Output the data that follows, keeping every line identical.
### Input data
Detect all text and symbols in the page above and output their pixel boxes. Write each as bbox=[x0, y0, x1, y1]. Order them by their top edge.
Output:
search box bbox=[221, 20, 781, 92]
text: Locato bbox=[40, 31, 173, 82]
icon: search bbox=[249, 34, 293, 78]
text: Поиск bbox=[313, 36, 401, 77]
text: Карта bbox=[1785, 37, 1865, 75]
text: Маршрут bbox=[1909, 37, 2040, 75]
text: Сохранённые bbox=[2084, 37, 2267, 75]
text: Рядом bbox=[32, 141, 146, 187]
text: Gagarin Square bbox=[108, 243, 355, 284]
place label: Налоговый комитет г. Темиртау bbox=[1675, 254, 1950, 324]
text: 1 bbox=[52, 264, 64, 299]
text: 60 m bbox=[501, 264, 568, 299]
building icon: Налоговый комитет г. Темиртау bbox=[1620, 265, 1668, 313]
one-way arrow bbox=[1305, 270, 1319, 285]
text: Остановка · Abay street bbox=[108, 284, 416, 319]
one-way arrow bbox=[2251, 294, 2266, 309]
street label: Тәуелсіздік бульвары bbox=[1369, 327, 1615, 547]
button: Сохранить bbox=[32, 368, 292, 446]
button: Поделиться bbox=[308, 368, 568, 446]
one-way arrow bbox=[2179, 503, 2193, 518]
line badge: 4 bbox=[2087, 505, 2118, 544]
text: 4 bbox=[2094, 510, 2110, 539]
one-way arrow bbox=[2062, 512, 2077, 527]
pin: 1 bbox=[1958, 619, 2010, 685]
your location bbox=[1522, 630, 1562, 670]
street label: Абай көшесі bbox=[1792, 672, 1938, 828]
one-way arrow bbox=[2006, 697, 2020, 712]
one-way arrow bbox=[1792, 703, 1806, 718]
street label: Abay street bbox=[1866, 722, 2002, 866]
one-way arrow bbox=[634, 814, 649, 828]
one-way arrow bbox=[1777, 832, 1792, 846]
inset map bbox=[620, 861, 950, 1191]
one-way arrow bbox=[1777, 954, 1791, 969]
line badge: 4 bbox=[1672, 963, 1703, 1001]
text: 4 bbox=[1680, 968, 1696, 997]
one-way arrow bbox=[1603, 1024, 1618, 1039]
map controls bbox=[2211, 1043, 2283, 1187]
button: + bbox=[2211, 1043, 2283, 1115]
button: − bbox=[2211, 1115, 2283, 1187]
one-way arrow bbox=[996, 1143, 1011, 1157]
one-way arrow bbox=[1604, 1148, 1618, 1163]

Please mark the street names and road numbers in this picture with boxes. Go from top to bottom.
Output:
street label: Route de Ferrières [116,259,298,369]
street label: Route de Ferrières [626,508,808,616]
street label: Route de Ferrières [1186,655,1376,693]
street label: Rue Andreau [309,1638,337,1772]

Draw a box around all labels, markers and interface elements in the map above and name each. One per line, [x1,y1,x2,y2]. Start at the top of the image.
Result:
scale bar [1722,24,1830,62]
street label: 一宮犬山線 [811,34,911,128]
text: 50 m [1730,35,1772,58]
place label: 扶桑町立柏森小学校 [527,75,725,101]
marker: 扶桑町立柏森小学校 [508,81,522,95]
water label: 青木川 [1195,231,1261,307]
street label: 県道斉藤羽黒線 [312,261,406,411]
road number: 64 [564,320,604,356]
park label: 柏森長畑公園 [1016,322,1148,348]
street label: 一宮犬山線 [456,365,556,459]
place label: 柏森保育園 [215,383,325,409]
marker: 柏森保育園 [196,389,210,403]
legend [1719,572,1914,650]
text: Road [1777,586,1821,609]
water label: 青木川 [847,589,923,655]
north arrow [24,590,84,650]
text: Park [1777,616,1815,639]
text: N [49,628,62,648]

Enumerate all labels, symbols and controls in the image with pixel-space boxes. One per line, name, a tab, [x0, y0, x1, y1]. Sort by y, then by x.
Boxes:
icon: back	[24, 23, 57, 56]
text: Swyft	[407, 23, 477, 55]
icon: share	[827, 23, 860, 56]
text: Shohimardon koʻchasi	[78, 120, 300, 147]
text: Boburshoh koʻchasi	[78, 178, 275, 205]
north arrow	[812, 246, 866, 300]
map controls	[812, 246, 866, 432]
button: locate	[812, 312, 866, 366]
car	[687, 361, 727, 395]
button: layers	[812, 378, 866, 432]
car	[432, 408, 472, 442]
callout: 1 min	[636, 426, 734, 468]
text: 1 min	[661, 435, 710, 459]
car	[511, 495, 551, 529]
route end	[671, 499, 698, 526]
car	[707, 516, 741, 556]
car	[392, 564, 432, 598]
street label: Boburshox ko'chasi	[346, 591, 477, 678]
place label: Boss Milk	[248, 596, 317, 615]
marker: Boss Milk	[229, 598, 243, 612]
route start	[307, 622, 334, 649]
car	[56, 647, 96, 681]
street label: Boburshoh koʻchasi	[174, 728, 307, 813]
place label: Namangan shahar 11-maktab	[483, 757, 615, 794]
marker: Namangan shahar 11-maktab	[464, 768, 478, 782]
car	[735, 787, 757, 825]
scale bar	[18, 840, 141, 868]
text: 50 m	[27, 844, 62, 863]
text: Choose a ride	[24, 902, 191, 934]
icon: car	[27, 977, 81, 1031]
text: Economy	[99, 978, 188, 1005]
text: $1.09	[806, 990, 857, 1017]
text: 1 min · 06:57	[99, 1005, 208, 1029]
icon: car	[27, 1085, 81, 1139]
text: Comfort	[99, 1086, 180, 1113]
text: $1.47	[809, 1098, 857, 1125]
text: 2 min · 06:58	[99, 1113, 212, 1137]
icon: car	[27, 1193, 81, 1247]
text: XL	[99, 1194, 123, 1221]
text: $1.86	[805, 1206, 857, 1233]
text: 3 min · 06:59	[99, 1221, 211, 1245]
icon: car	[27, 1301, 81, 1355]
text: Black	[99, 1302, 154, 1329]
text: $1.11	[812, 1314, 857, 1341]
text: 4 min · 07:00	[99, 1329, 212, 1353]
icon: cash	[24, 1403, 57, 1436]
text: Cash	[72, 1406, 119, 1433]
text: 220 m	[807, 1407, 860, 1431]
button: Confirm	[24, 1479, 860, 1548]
######
**Solution to this exercise:**
Detect all text and symbols in the page above and output their pixel boxes. Write each as bbox=[x0, y0, x1, y1]. Order them by their top edge.
Output:
search box bbox=[221, 20, 781, 92]
text: Locato bbox=[40, 31, 173, 82]
icon: search bbox=[249, 34, 293, 78]
text: Поиск bbox=[313, 36, 401, 77]
text: Карта bbox=[1785, 37, 1865, 75]
text: Маршрут bbox=[1909, 37, 2040, 75]
text: Сохранённые bbox=[2084, 37, 2267, 75]
text: Рядом bbox=[32, 141, 146, 187]
text: Gagarin Square bbox=[108, 243, 355, 284]
place label: Налоговый комитет г. Темиртау bbox=[1675, 254, 1950, 324]
text: 1 bbox=[52, 264, 64, 299]
text: 60 m bbox=[501, 264, 568, 299]
building icon: Налоговый комитет г. Темиртау bbox=[1620, 265, 1668, 313]
one-way arrow bbox=[1305, 270, 1319, 285]
text: Остановка · Abay street bbox=[108, 284, 416, 319]
one-way arrow bbox=[2251, 294, 2266, 309]
street label: Тәуелсіздік бульвары bbox=[1369, 327, 1615, 547]
button: Сохранить bbox=[32, 368, 292, 446]
button: Поделиться bbox=[308, 368, 568, 446]
one-way arrow bbox=[2179, 503, 2193, 518]
line badge: 4 bbox=[2087, 505, 2118, 544]
text: 4 bbox=[2094, 510, 2110, 539]
one-way arrow bbox=[2062, 512, 2077, 527]
pin: 1 bbox=[1958, 619, 2010, 685]
your location bbox=[1522, 630, 1562, 670]
street label: Абай көшесі bbox=[1792, 672, 1938, 828]
one-way arrow bbox=[2006, 697, 2020, 712]
one-way arrow bbox=[1792, 703, 1806, 718]
street label: Abay street bbox=[1866, 722, 2002, 866]
one-way arrow bbox=[634, 814, 649, 828]
one-way arrow bbox=[1777, 832, 1792, 846]
inset map bbox=[620, 861, 950, 1191]
one-way arrow bbox=[1777, 954, 1791, 969]
line badge: 4 bbox=[1672, 963, 1703, 1001]
text: 4 bbox=[1680, 968, 1696, 997]
one-way arrow bbox=[1603, 1024, 1618, 1039]
map controls bbox=[2211, 1043, 2283, 1187]
button: + bbox=[2211, 1043, 2283, 1115]
button: − bbox=[2211, 1115, 2283, 1187]
one-way arrow bbox=[996, 1143, 1011, 1157]
one-way arrow bbox=[1604, 1148, 1618, 1163]

Please mark the street names and road numbers in this picture with boxes. Go from top to bottom.
Output:
street label: Route de Ferrières [116,259,298,369]
street label: Route de Ferrières [626,508,808,616]
street label: Route de Ferrières [1186,655,1376,693]
street label: Rue Andreau [309,1638,337,1772]

Draw a box around all labels, markers and interface elements in the map above and name each. One per line, [x1,y1,x2,y2]. Start at the top of the image.
Result:
scale bar [1722,24,1830,62]
street label: 一宮犬山線 [811,34,911,128]
text: 50 m [1730,35,1772,58]
place label: 扶桑町立柏森小学校 [527,75,725,101]
marker: 扶桑町立柏森小学校 [508,81,522,95]
water label: 青木川 [1195,231,1261,307]
street label: 県道斉藤羽黒線 [312,261,406,411]
road number: 64 [564,320,604,356]
park label: 柏森長畑公園 [1016,322,1148,348]
street label: 一宮犬山線 [456,365,556,459]
place label: 柏森保育園 [215,383,325,409]
marker: 柏森保育園 [196,389,210,403]
legend [1719,572,1914,650]
text: Road [1777,586,1821,609]
water label: 青木川 [847,589,923,655]
north arrow [24,590,84,650]
text: Park [1777,616,1815,639]
text: N [49,628,62,648]

Enumerate all labels, symbols and controls in the image with pixel-space boxes. One per line, name, a tab, [x0, y0, x1, y1]. Sort by y, then by x.
Boxes:
icon: back	[24, 23, 57, 56]
text: Swyft	[407, 23, 477, 55]
icon: share	[827, 23, 860, 56]
text: Shohimardon koʻchasi	[78, 120, 300, 147]
text: Boburshoh koʻchasi	[78, 178, 275, 205]
north arrow	[812, 246, 866, 300]
map controls	[812, 246, 866, 432]
button: locate	[812, 312, 866, 366]
car	[687, 361, 727, 395]
button: layers	[812, 378, 866, 432]
car	[432, 408, 472, 442]
callout: 1 min	[636, 426, 734, 468]
text: 1 min	[661, 435, 710, 459]
car	[511, 495, 551, 529]
route end	[671, 499, 698, 526]
car	[707, 516, 741, 556]
car	[392, 564, 432, 598]
street label: Boburshox ko'chasi	[346, 591, 477, 678]
place label: Boss Milk	[248, 596, 317, 615]
marker: Boss Milk	[229, 598, 243, 612]
route start	[307, 622, 334, 649]
car	[56, 647, 96, 681]
street label: Boburshoh koʻchasi	[174, 728, 307, 813]
place label: Namangan shahar 11-maktab	[483, 757, 615, 794]
marker: Namangan shahar 11-maktab	[464, 768, 478, 782]
car	[735, 787, 757, 825]
scale bar	[18, 840, 141, 868]
text: 50 m	[27, 844, 62, 863]
text: Choose a ride	[24, 902, 191, 934]
icon: car	[27, 977, 81, 1031]
text: Economy	[99, 978, 188, 1005]
text: $1.09	[806, 990, 857, 1017]
text: 1 min · 06:57	[99, 1005, 208, 1029]
icon: car	[27, 1085, 81, 1139]
text: Comfort	[99, 1086, 180, 1113]
text: $1.47	[809, 1098, 857, 1125]
text: 2 min · 06:58	[99, 1113, 212, 1137]
icon: car	[27, 1193, 81, 1247]
text: XL	[99, 1194, 123, 1221]
text: $1.86	[805, 1206, 857, 1233]
text: 3 min · 06:59	[99, 1221, 211, 1245]
icon: car	[27, 1301, 81, 1355]
text: Black	[99, 1302, 154, 1329]
text: $1.11	[812, 1314, 857, 1341]
text: 4 min · 07:00	[99, 1329, 212, 1353]
icon: cash	[24, 1403, 57, 1436]
text: Cash	[72, 1406, 119, 1433]
text: 220 m	[807, 1407, 860, 1431]
button: Confirm	[24, 1479, 860, 1548]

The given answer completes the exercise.